──────── Task data
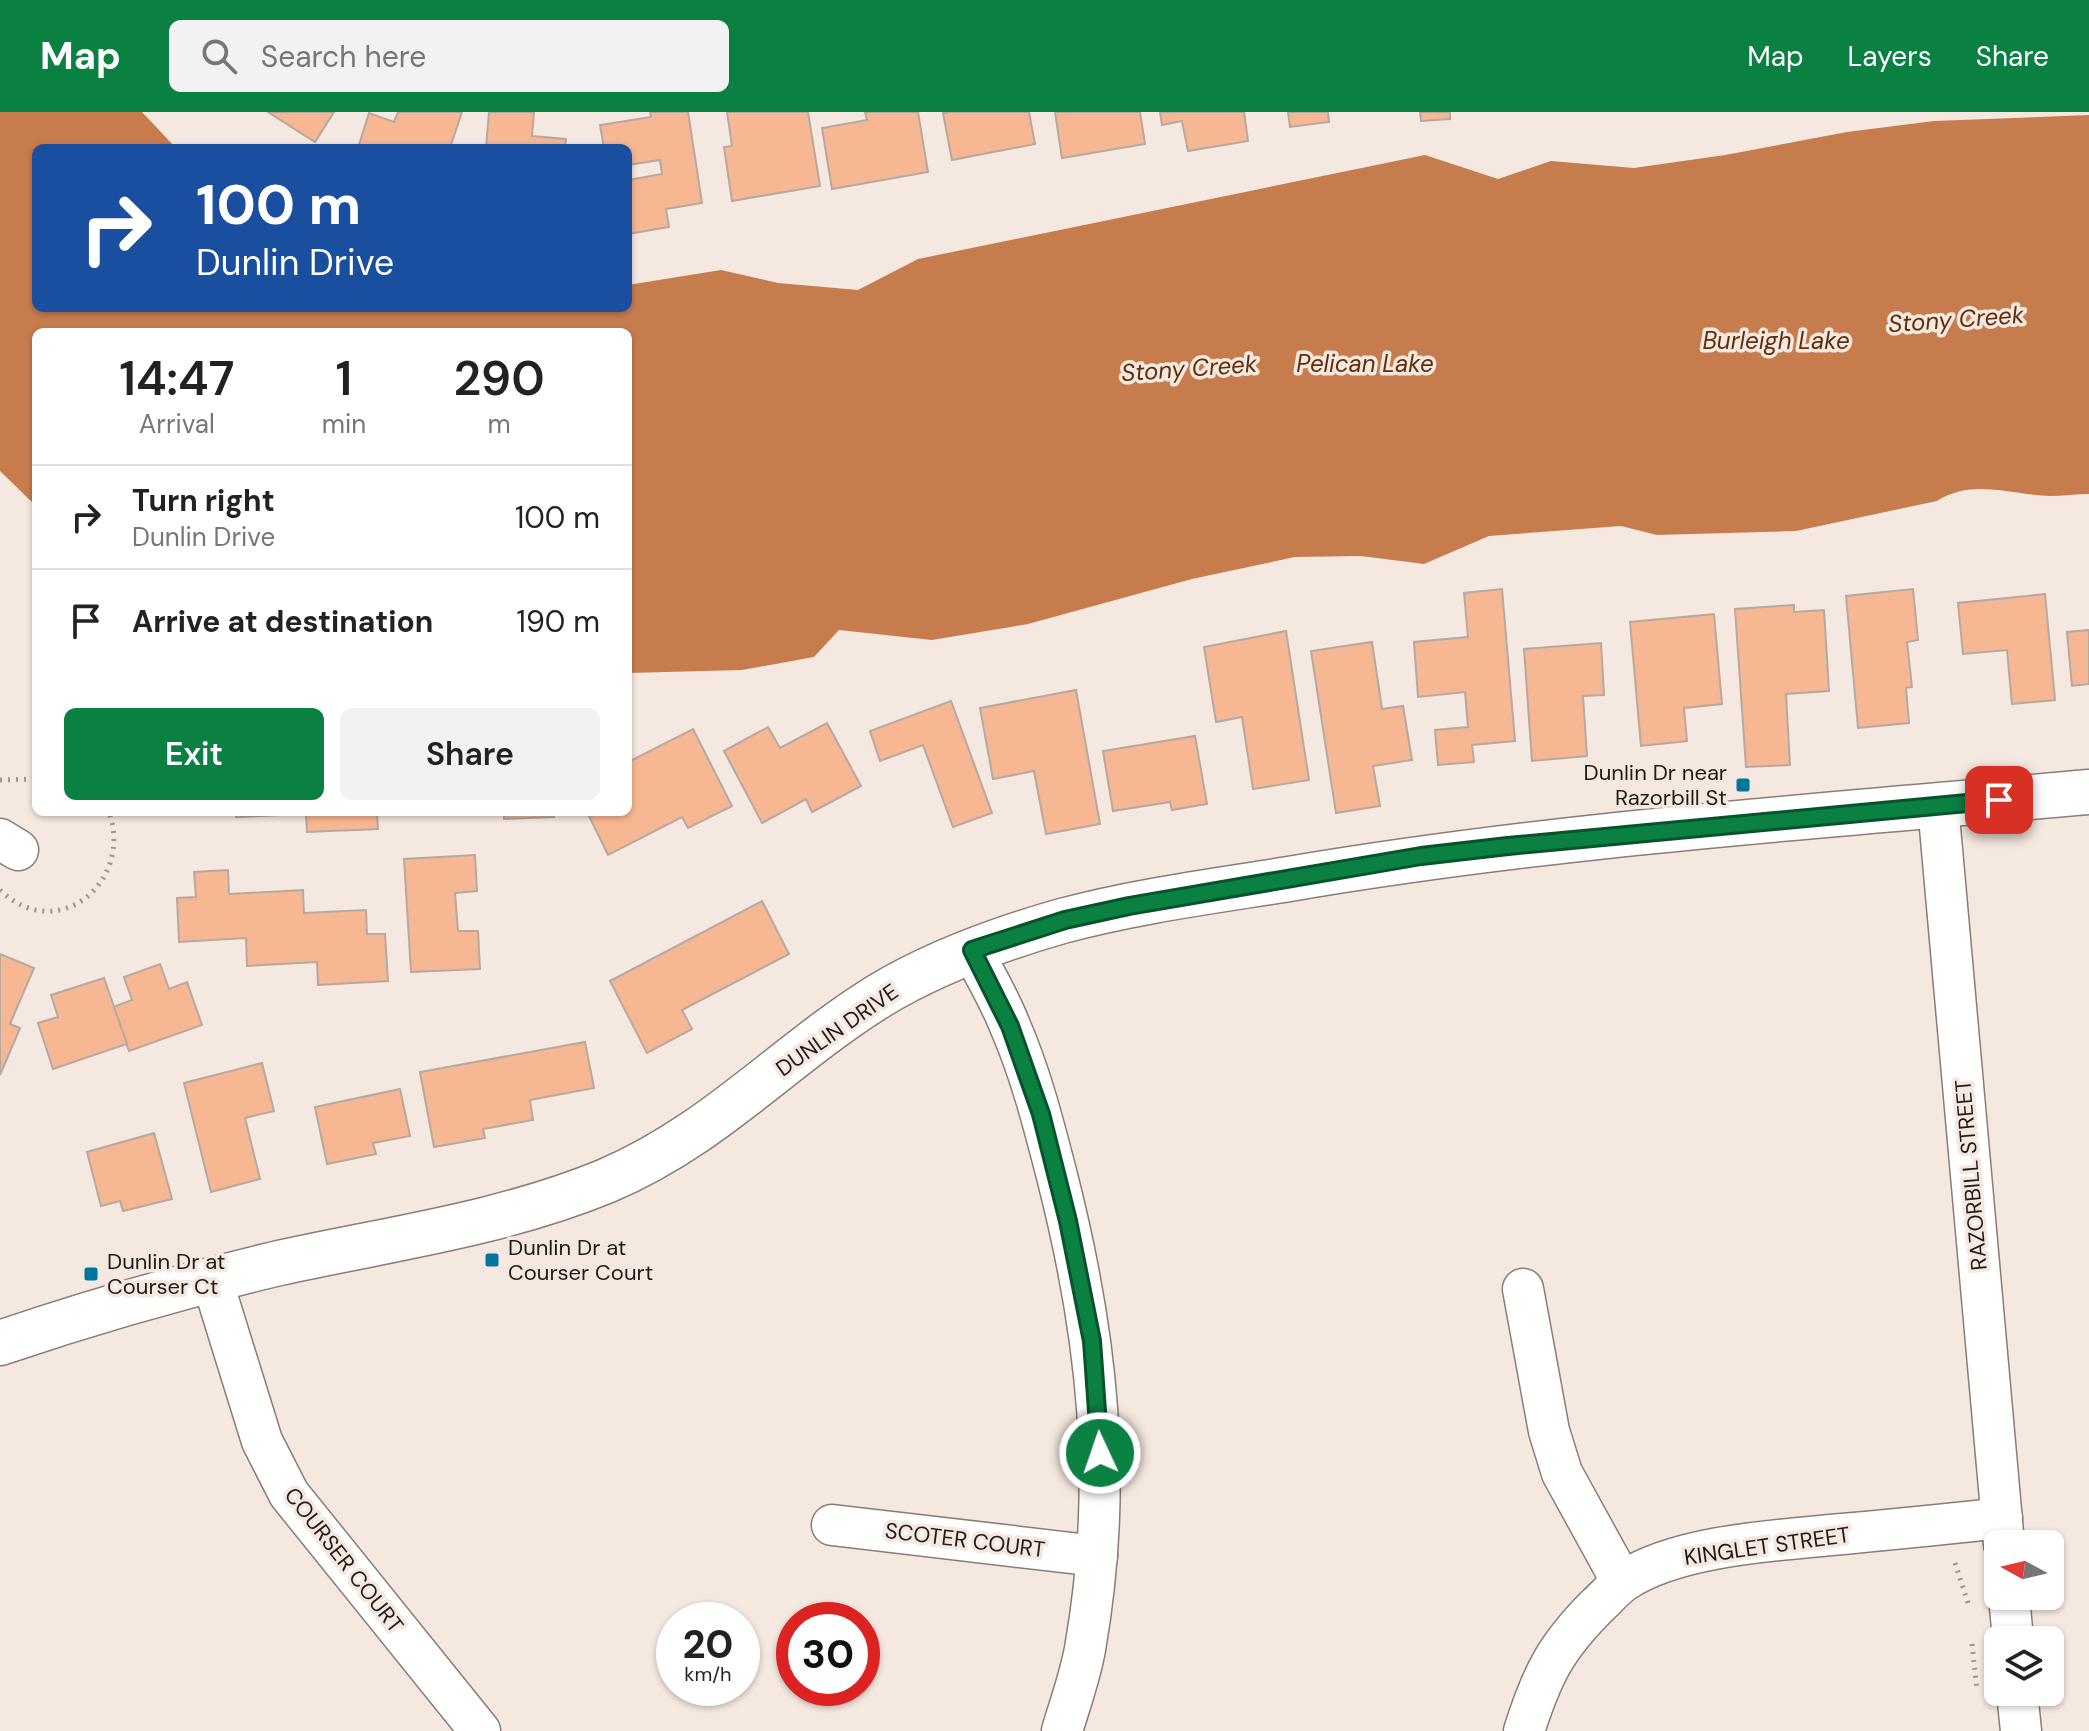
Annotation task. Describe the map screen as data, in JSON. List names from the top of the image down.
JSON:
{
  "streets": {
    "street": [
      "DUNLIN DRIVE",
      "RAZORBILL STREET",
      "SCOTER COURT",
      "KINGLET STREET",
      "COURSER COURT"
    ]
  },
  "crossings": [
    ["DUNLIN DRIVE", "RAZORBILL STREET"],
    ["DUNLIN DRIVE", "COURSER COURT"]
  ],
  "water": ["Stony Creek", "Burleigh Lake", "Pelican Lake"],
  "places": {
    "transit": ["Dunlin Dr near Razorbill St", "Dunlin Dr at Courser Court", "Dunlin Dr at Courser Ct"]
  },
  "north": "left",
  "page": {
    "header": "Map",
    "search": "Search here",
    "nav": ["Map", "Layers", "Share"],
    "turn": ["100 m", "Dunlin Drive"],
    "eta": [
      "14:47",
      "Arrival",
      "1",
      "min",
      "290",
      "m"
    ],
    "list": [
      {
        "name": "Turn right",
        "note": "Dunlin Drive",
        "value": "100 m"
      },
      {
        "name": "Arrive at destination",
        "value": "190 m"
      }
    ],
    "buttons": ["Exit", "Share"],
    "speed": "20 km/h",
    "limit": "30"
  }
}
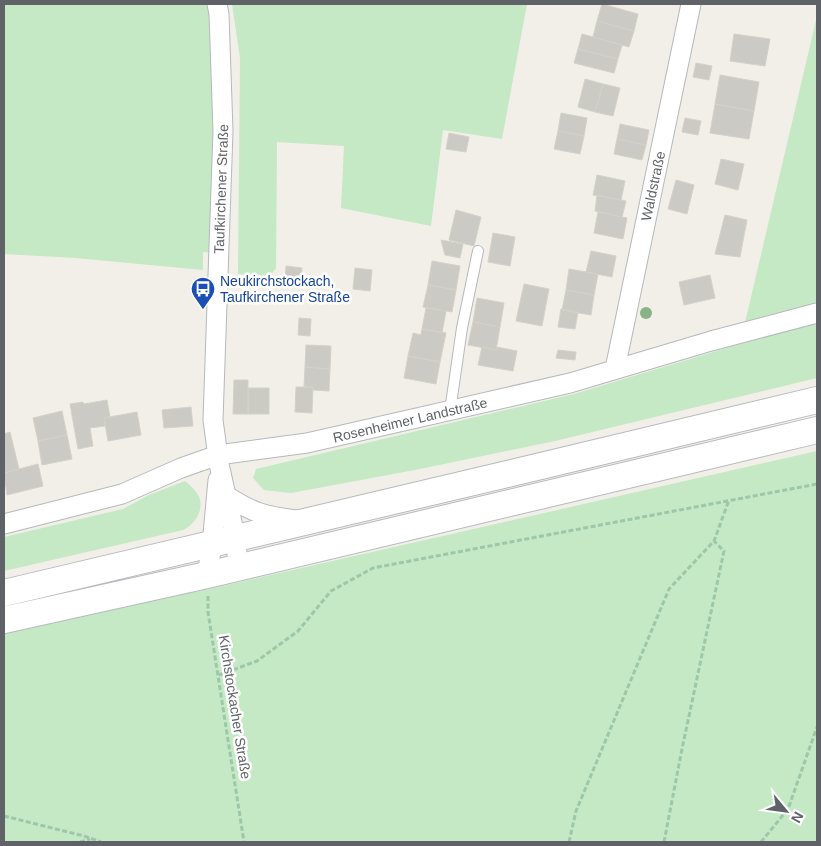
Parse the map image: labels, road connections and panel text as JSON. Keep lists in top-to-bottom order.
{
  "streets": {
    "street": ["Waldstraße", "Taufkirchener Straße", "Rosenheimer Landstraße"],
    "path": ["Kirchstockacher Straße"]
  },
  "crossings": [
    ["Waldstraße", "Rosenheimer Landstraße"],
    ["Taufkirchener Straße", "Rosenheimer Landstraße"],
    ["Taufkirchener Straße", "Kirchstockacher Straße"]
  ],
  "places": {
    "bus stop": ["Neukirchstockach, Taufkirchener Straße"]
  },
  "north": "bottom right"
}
────────────────
◆ **Task to carry out**
Each line holding the word "Share" must be pulled from the records.

◆ **Answer section**
    "nav": ["Map", "Layers", "Share"],
    "buttons": ["Exit", "Share"],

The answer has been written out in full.